* Problem description: List every line below containing "Keep".

------------------------------------------------

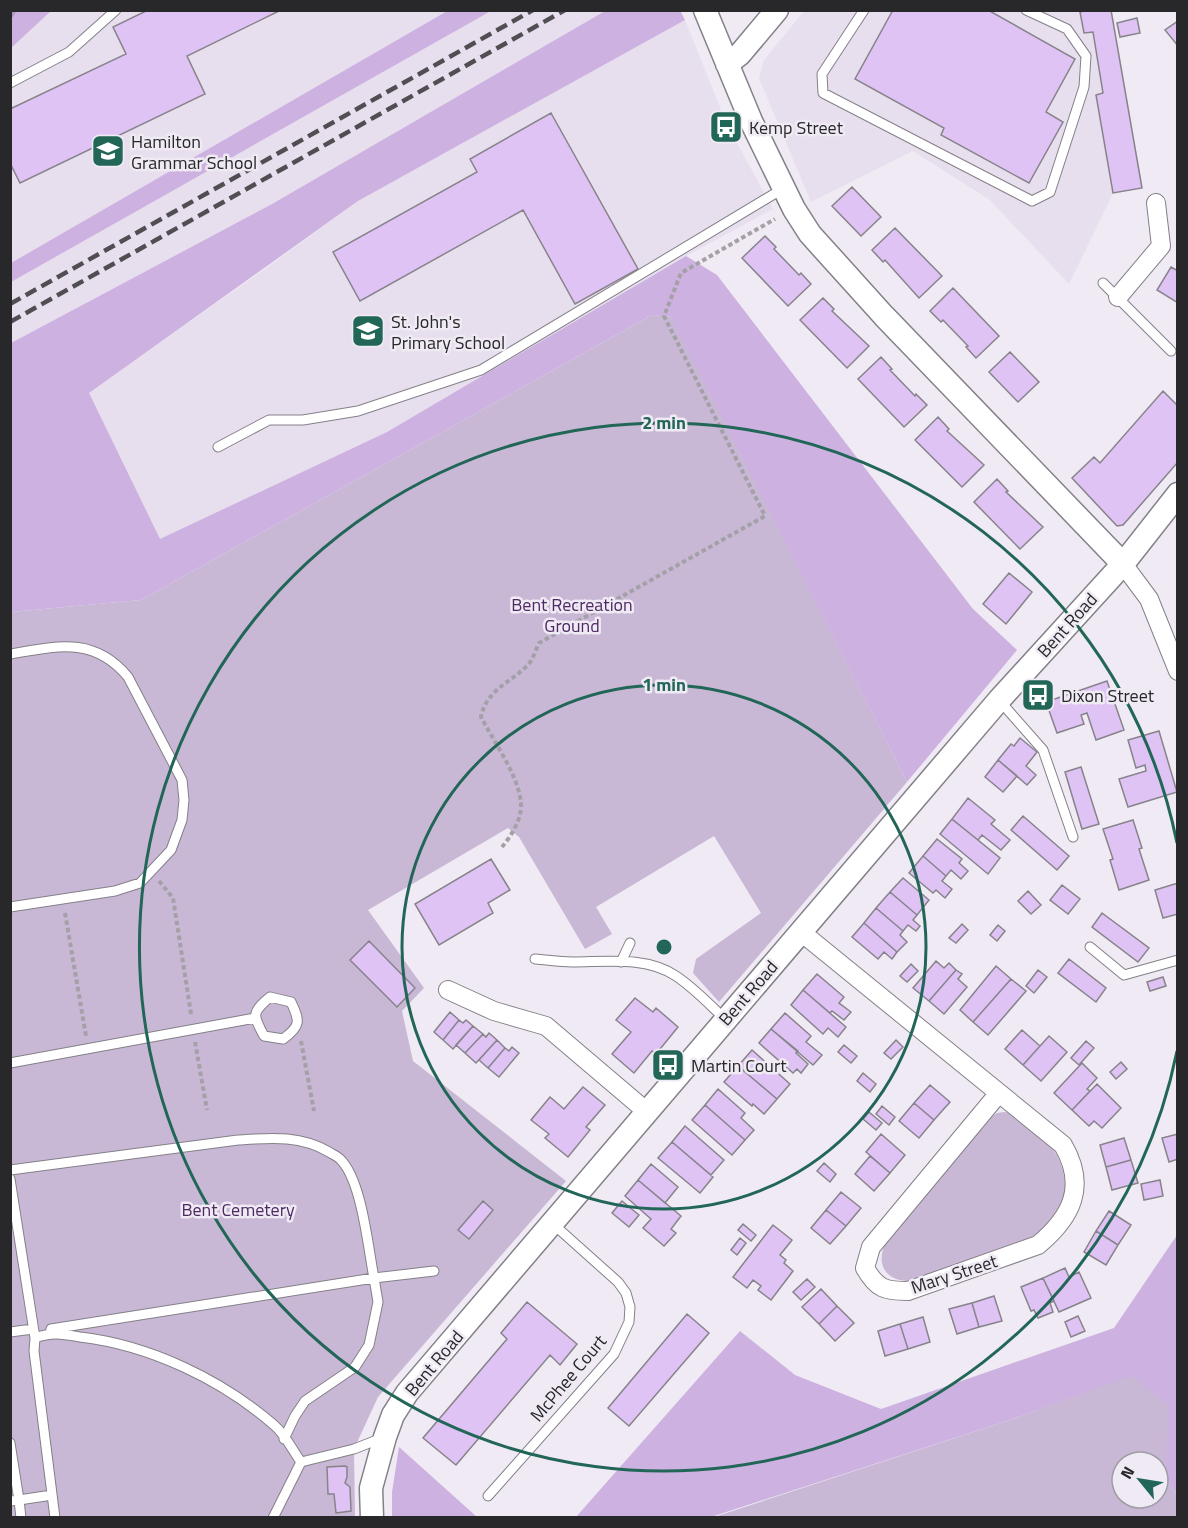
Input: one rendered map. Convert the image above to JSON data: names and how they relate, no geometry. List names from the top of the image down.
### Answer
{
  "streets": {
    "street": ["Bent Road", "Mary Street"],
    "lane": ["McPhee Court"]
  },
  "crossings": [
    ["Bent Road", "Mary Street"],
    ["Bent Road", "McPhee Court"]
  ],
  "parks": ["Bent Recreation Ground", "Bent Cemetery"],
  "places": {
    "bus stop": ["Kemp Street", "Dixon Street", "Martin Court"],
    "school or university": ["Hamilton Grammar School", "St. John's Primary School"]
  },
  "north": "top left",
  "rings": ["2 min", "1 min"]
}
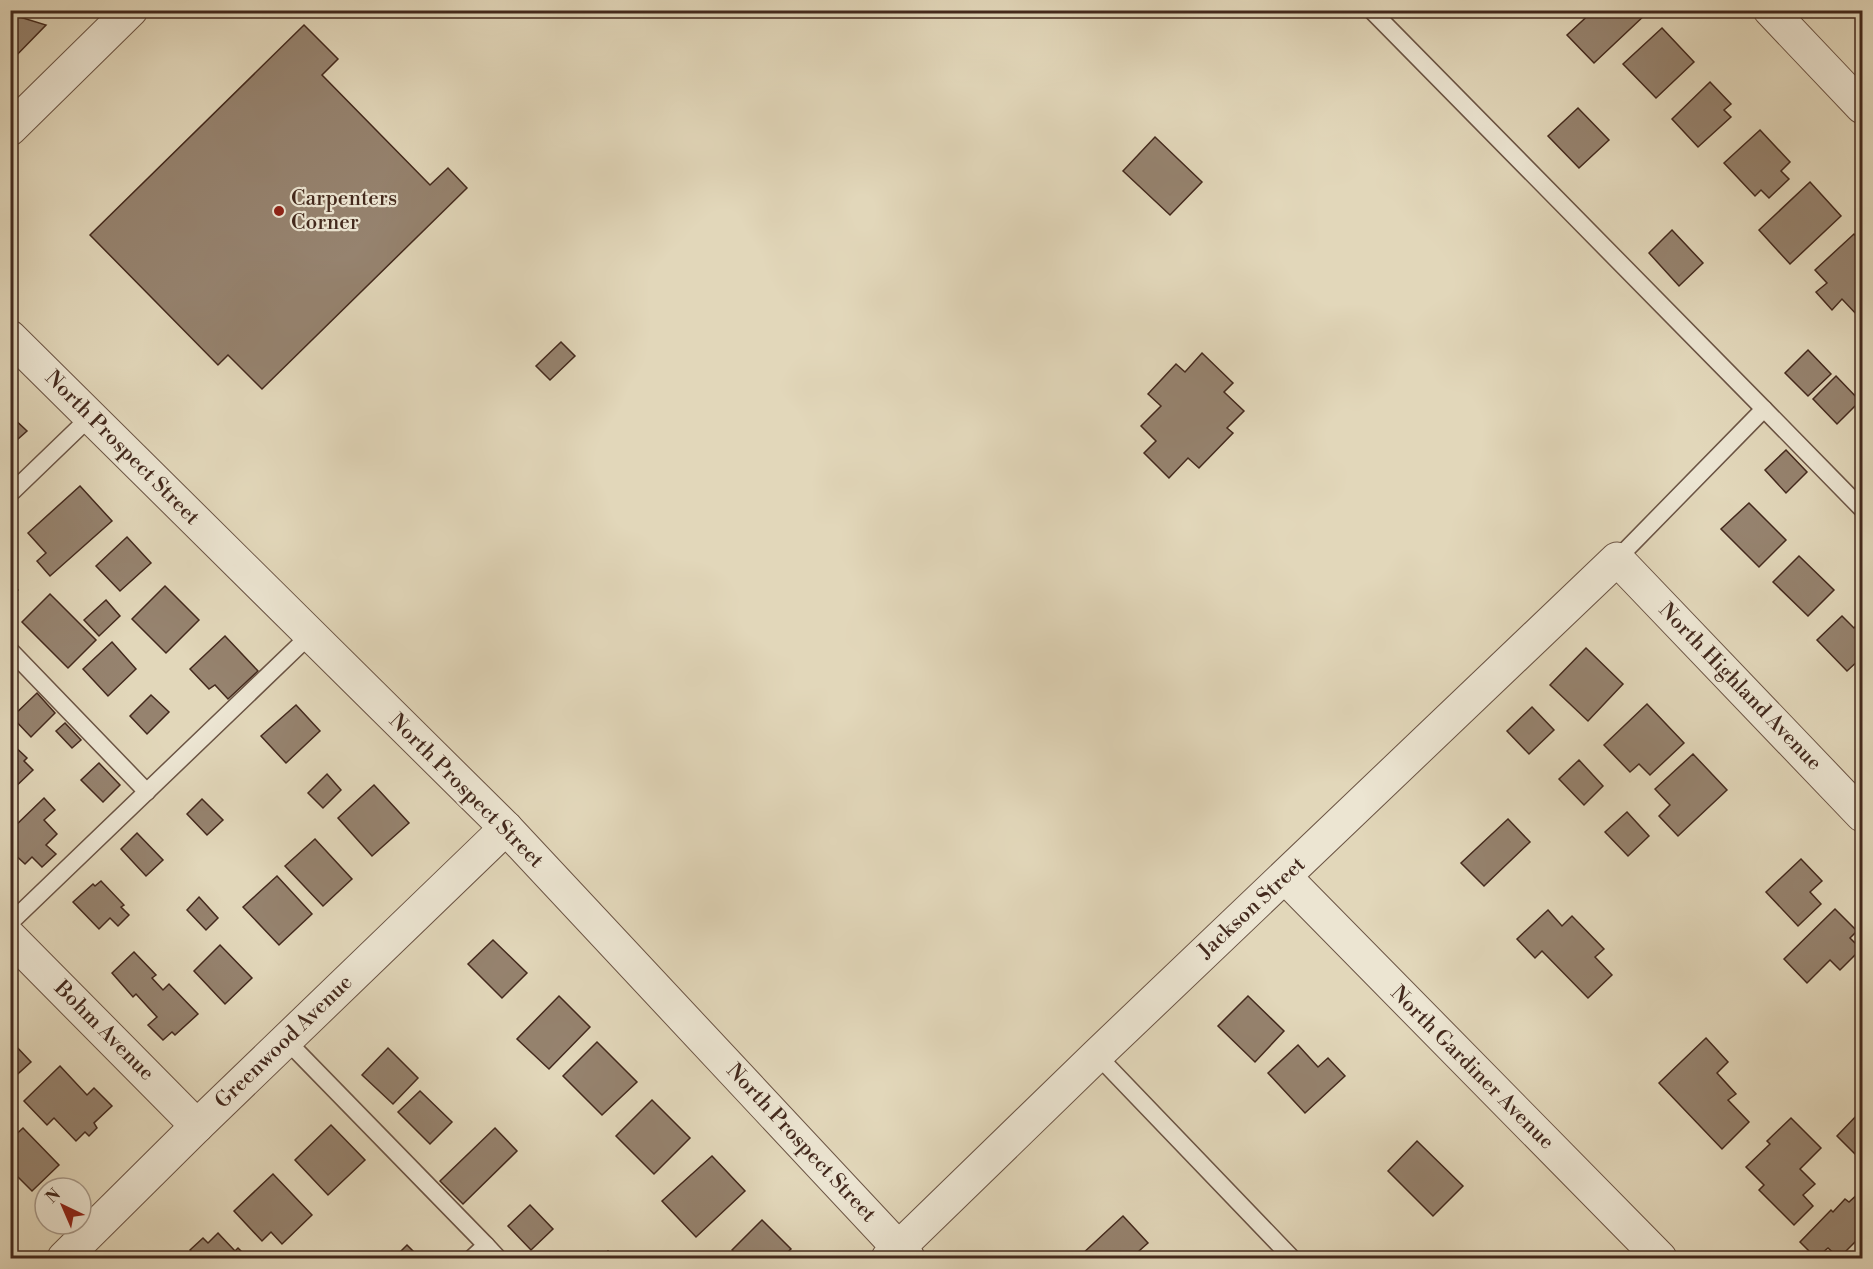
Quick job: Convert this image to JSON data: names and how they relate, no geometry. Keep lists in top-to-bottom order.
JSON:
{
  "streets": {
    "street": [
      "North Prospect Street",
      "North Highland Avenue",
      "Jackson Street",
      "Bohm Avenue",
      "Greenwood Avenue",
      "North Gardiner Avenue"
    ]
  },
  "crossings": [
    ["North Prospect Street", "Jackson Street"],
    ["North Prospect Street", "Greenwood Avenue"],
    ["North Highland Avenue", "Jackson Street"],
    ["Jackson Street", "North Gardiner Avenue"],
    ["Bohm Avenue", "Greenwood Avenue"]
  ],
  "places": ["Carpenters Corner"],
  "north": "top left"
}
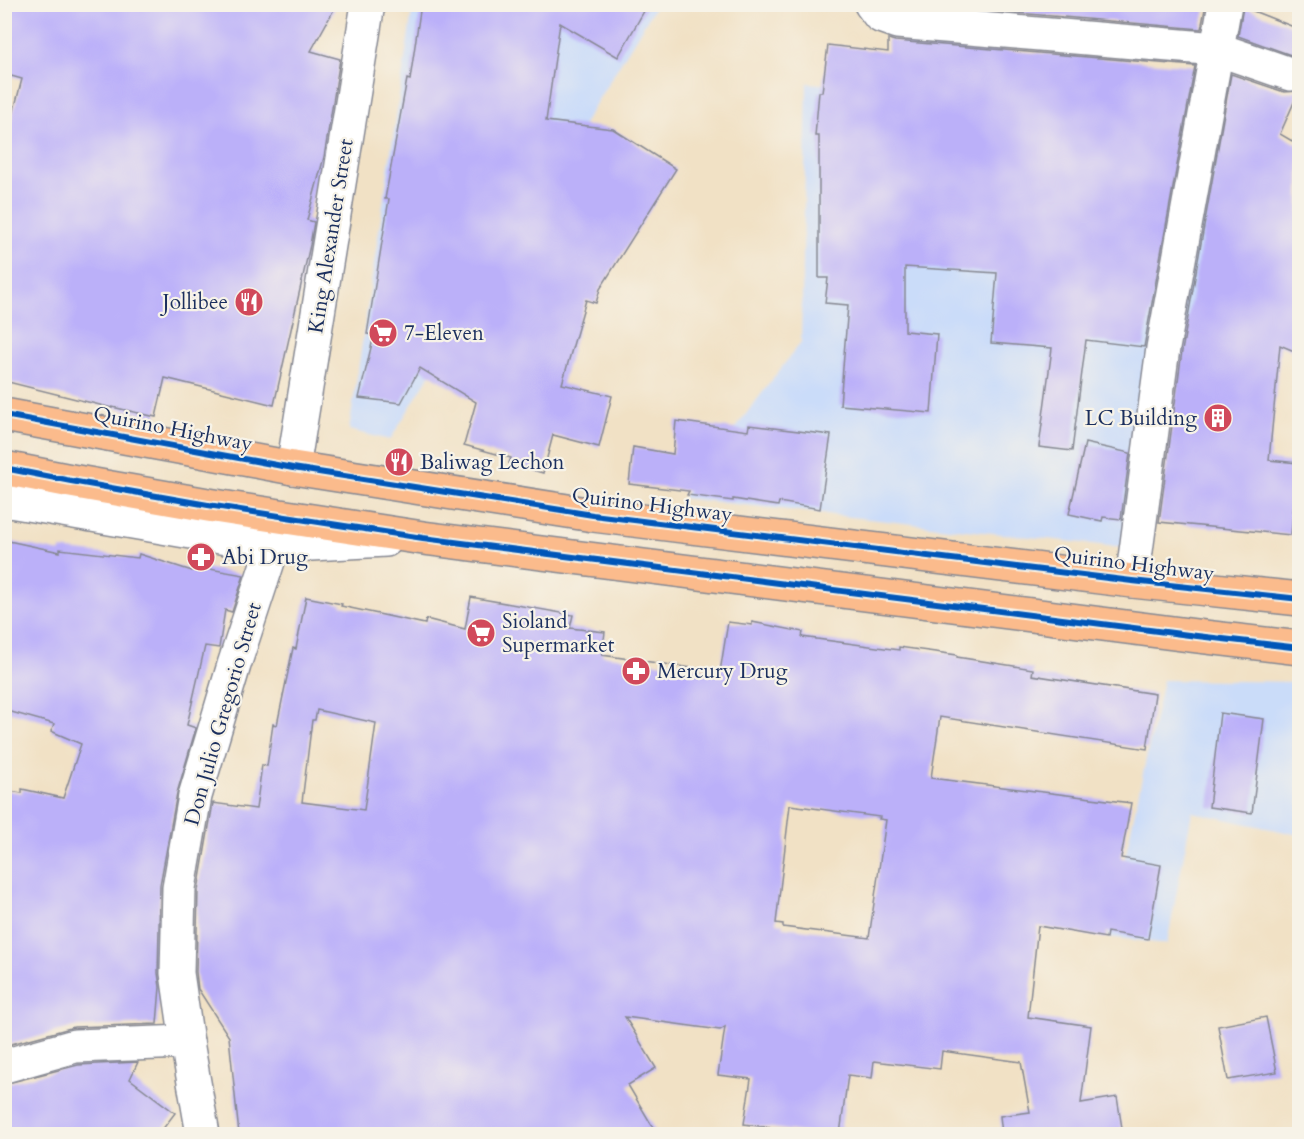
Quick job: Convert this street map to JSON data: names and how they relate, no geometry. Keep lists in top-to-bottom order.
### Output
{
  "streets": {
    "main road": ["Quirino Highway"],
    "street": ["King Alexander Street", "Don Julio Gregorio Street"]
  },
  "crossings": [
    ["King Alexander Street", "Quirino Highway"]
  ],
  "places": {
    "restaurant": ["Jollibee", "Baliwag Lechon"],
    "supermarket": ["7-Eleven", "Sioland Supermarket"],
    "building": ["LC Building"],
    "pharmacy": ["Abi Drug", "Mercury Drug"]
  }
}
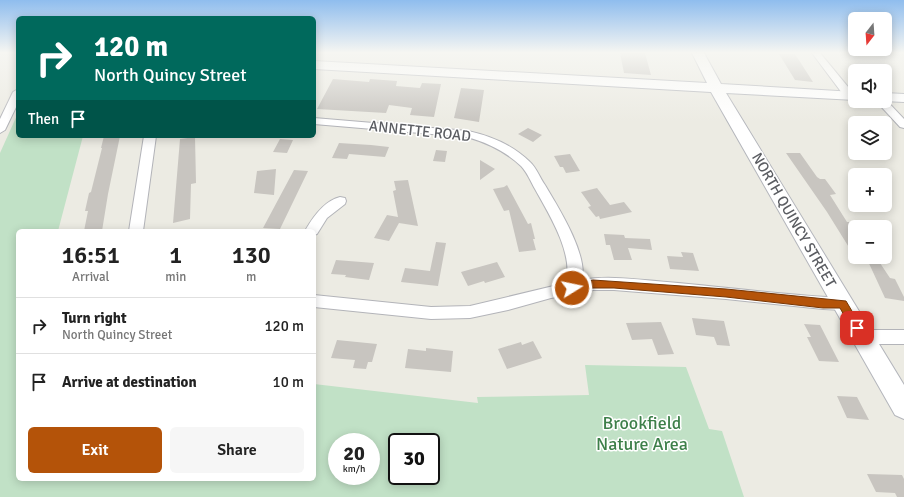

------------------------------------------------

* Task result:
Quick job: Convert this image to JSON data: names and how they relate, no geometry. Keep lists in top-to-bottom order.
Quick job: Convert this street map to JSON data: names and how they relate, no geometry. Keep lists in top-to-bottom order.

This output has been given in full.